Exercise –
Filter out all lines without the word "direction" from the data below, please, and copy the rest.

[Opening Source material section]

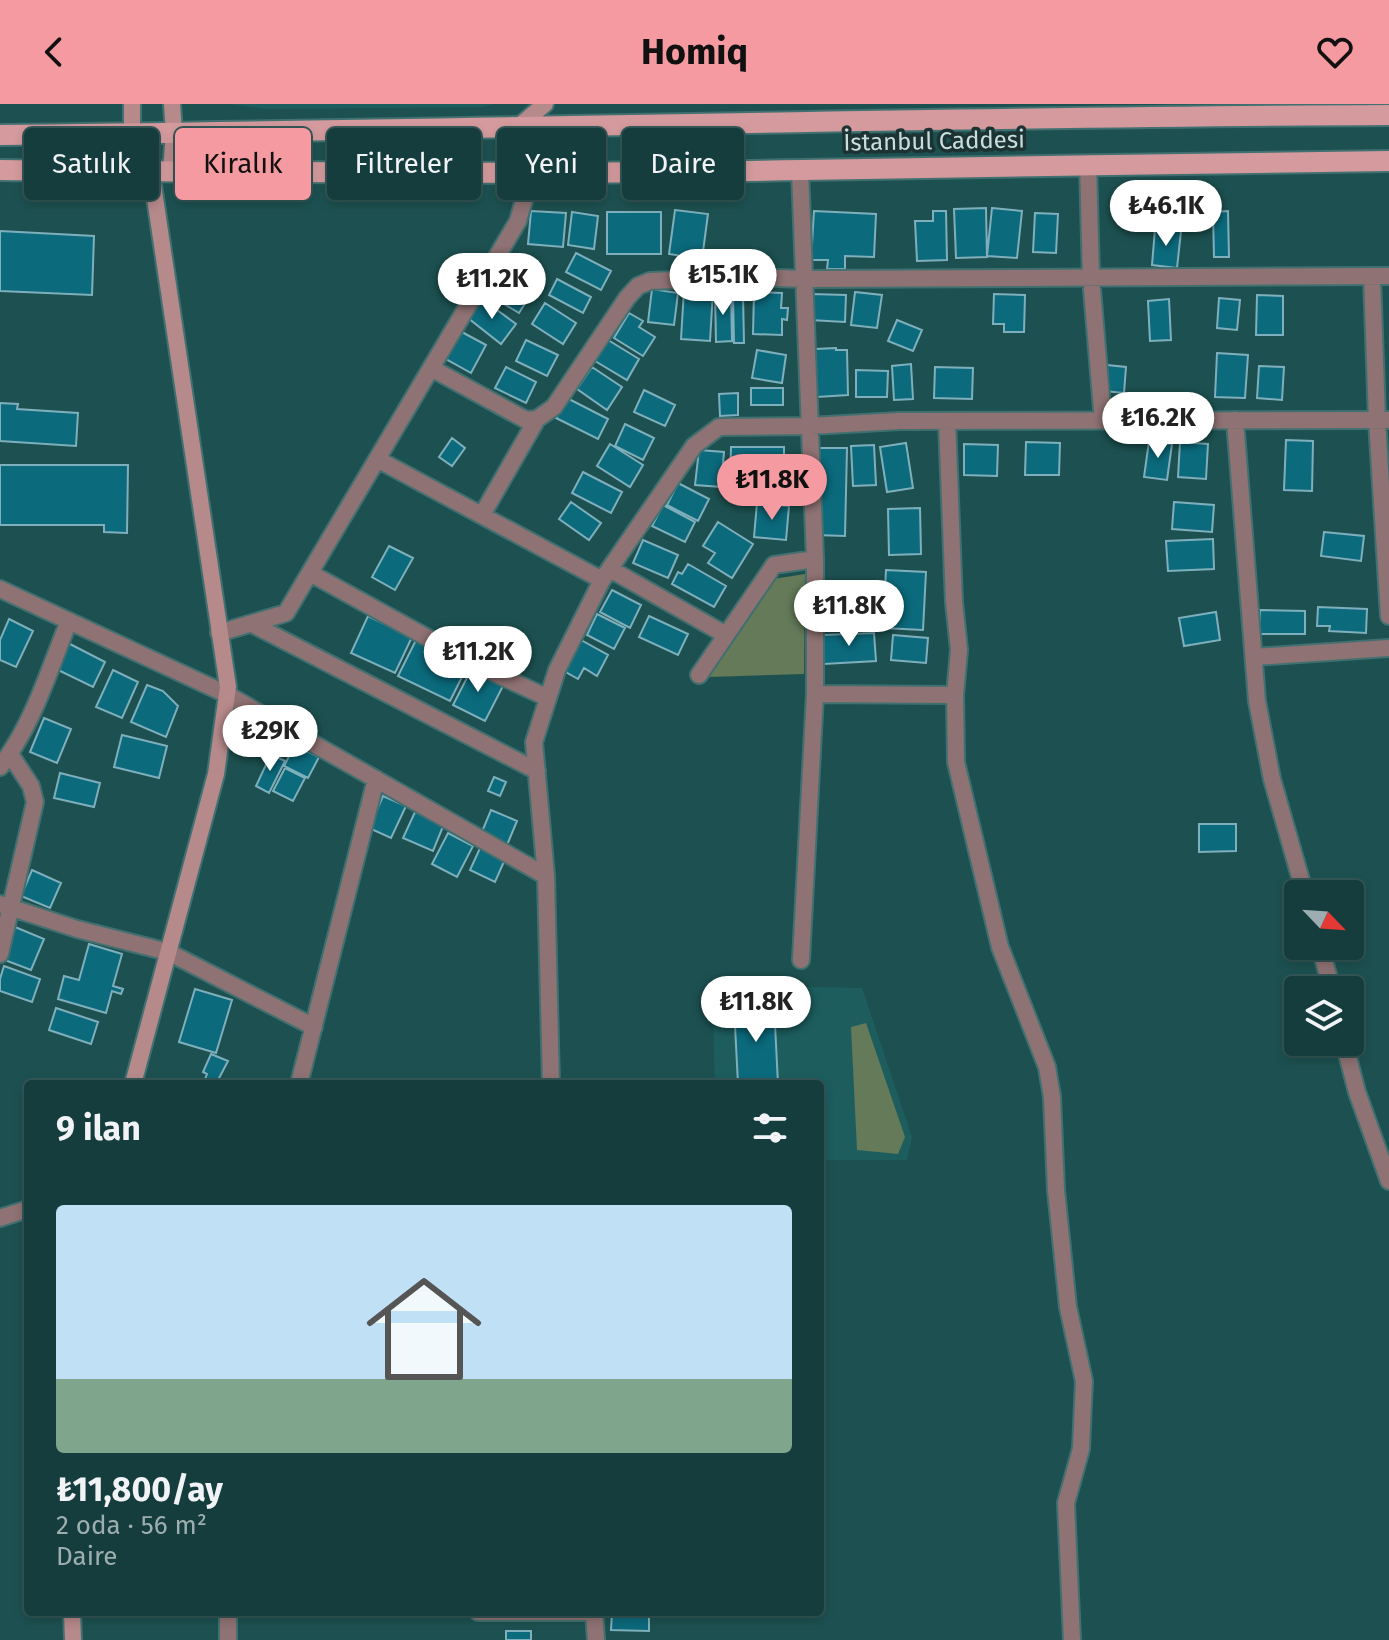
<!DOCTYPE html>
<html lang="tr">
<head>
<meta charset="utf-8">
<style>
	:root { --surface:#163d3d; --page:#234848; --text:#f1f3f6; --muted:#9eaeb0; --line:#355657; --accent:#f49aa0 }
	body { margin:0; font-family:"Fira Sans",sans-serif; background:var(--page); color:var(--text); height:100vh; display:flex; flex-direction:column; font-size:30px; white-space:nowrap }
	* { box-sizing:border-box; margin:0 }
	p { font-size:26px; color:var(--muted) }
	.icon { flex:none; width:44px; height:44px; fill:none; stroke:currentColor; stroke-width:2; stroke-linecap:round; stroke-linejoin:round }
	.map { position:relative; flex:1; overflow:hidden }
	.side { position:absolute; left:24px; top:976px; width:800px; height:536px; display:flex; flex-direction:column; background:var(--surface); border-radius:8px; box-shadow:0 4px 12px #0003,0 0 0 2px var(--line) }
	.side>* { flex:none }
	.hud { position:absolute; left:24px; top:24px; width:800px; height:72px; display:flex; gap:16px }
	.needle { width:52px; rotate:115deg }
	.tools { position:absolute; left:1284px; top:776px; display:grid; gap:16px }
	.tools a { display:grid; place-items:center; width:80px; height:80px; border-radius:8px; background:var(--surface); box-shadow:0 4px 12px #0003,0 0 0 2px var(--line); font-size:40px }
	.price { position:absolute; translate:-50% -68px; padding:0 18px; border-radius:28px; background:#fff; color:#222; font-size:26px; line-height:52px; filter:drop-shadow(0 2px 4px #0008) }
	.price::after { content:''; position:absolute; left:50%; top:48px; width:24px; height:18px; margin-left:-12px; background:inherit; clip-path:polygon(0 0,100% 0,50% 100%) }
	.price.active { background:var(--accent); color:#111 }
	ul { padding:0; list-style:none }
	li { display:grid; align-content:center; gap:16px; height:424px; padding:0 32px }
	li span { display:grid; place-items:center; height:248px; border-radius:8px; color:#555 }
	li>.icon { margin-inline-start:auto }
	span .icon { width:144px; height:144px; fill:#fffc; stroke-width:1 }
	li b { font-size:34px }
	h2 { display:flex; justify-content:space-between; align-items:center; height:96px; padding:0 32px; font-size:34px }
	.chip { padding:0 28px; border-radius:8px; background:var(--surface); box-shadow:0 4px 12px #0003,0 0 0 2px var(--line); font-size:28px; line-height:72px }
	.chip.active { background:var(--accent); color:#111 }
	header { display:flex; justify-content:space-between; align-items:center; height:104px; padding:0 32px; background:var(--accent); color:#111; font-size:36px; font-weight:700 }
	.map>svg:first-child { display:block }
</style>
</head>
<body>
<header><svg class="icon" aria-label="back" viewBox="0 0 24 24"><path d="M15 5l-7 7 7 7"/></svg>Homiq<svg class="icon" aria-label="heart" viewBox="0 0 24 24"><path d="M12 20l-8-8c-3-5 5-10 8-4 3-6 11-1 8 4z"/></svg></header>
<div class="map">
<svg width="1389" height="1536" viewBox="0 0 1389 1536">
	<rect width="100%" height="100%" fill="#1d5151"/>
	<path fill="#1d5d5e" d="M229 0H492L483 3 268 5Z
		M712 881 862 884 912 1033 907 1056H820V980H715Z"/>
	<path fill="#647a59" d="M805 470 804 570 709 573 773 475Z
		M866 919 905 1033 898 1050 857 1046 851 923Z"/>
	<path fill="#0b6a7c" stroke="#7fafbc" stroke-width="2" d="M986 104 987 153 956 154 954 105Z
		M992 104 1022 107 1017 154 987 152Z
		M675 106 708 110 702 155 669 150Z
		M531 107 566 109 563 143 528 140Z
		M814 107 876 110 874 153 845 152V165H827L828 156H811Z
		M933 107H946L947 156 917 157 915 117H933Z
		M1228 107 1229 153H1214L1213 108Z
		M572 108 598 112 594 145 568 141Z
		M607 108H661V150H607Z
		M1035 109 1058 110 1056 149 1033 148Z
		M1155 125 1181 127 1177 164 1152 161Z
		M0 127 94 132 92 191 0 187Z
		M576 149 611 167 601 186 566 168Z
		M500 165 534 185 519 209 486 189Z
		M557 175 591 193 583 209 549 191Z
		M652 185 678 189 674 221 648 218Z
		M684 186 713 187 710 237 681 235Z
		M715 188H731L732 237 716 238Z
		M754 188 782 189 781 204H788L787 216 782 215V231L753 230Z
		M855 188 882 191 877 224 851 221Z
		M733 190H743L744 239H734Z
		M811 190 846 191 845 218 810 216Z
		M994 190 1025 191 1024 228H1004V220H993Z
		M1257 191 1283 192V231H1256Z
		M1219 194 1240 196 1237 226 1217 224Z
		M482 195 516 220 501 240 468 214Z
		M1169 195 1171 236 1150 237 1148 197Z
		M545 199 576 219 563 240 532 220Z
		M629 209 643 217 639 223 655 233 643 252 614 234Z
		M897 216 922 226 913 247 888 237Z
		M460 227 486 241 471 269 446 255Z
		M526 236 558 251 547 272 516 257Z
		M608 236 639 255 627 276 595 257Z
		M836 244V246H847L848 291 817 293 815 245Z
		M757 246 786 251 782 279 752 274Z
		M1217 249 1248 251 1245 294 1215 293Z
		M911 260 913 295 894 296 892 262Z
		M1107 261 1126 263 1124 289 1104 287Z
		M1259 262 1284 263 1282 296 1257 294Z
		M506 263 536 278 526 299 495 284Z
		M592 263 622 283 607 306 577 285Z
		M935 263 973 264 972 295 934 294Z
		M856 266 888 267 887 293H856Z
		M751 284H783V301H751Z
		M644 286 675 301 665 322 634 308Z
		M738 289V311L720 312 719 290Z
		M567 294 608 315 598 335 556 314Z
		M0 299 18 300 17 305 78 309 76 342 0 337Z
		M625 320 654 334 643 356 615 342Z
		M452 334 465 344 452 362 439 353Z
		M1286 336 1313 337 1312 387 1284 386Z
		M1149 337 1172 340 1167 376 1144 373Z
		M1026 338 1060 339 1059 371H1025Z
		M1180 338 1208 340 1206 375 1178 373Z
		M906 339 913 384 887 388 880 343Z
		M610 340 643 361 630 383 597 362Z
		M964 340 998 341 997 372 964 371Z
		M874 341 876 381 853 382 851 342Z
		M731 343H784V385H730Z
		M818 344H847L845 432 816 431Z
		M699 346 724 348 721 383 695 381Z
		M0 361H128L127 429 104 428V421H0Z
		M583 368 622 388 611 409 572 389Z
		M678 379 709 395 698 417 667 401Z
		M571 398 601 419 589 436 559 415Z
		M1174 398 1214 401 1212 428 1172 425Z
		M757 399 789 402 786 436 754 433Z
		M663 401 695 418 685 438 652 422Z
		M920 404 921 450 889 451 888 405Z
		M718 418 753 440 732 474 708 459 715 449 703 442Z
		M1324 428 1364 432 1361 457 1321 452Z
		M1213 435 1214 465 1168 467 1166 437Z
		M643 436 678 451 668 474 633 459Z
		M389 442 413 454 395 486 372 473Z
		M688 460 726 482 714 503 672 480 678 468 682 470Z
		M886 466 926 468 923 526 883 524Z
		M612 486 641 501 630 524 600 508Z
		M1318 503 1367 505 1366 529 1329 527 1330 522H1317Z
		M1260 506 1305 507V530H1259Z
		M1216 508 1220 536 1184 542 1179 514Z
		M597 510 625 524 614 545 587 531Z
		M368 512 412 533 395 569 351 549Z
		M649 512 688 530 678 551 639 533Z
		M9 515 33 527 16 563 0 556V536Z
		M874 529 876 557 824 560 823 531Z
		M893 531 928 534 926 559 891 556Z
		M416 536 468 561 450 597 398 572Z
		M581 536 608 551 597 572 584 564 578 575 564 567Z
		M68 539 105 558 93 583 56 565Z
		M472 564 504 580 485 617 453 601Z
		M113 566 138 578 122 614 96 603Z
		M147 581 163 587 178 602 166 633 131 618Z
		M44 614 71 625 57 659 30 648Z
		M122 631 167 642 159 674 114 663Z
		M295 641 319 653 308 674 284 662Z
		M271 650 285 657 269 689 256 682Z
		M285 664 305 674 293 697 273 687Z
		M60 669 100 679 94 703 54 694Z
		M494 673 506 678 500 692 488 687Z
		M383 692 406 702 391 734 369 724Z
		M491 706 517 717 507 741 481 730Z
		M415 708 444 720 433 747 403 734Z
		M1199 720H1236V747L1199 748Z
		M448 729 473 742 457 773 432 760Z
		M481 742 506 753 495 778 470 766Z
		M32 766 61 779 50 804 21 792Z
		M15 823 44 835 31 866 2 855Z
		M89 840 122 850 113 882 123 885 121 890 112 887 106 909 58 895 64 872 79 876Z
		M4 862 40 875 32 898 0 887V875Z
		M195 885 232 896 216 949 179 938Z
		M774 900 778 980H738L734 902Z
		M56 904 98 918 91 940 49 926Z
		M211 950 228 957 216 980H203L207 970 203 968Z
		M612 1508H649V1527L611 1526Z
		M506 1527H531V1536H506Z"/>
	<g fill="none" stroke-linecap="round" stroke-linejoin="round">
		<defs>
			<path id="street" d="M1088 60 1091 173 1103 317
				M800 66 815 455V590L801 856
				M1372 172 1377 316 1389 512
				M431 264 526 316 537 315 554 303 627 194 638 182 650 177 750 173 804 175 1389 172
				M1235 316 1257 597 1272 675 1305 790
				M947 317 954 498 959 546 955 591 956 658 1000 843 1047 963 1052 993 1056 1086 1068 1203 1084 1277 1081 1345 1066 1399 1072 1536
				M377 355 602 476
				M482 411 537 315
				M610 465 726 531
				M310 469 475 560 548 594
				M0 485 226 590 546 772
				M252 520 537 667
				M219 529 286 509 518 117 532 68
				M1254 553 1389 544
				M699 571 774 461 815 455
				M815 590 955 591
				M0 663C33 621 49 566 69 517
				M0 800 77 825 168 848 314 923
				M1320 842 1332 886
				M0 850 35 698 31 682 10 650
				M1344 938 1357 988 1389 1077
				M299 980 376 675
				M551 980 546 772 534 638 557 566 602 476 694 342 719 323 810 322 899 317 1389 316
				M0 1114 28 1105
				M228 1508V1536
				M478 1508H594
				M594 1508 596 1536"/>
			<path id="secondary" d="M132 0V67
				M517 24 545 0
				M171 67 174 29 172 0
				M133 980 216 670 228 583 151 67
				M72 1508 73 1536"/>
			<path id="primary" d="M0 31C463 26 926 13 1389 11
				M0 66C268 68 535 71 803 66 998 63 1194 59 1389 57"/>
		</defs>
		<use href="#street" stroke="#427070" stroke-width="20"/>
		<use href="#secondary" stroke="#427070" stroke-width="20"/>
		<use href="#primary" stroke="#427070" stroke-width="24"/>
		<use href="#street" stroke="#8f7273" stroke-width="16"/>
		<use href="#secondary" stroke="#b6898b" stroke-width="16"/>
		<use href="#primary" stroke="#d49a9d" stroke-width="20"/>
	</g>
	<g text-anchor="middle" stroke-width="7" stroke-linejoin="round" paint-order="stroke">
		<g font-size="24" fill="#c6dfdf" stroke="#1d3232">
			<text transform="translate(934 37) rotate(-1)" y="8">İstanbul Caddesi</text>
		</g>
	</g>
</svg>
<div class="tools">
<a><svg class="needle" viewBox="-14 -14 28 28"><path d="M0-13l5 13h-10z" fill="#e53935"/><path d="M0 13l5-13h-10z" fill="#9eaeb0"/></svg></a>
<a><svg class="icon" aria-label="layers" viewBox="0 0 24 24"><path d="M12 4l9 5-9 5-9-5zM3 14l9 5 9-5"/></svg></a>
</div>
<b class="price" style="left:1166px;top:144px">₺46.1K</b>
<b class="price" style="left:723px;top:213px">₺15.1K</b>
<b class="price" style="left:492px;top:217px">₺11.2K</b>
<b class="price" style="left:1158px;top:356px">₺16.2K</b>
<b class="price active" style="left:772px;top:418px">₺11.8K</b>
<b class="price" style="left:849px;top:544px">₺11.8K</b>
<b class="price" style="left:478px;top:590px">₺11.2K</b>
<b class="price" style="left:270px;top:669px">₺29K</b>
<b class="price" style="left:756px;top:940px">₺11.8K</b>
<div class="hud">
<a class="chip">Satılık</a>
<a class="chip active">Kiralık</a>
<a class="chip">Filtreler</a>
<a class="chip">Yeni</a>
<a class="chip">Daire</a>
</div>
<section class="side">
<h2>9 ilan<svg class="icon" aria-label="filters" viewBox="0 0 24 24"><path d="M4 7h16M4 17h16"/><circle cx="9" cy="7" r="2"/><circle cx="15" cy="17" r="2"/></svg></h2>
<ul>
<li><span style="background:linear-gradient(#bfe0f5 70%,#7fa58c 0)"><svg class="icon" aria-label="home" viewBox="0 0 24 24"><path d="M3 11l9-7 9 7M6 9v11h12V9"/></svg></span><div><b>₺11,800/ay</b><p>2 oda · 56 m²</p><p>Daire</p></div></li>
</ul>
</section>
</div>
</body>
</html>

[Closing Source material section]

Task output –
	body { margin:0; font-family:"Fira Sans",sans-serif; background:var(--page); color:var(--text); height:100vh; display:flex; flex-direction:column; font-size:30px; white-space:nowrap }
	.side { position:absolute; left:24px; top:976px; width:800px; height:536px; display:flex; flex-direction:column; background:var(--surface); border-radius:8px; box-shadow:0 4px 12px #0003,0 0 0 2px var(--line) }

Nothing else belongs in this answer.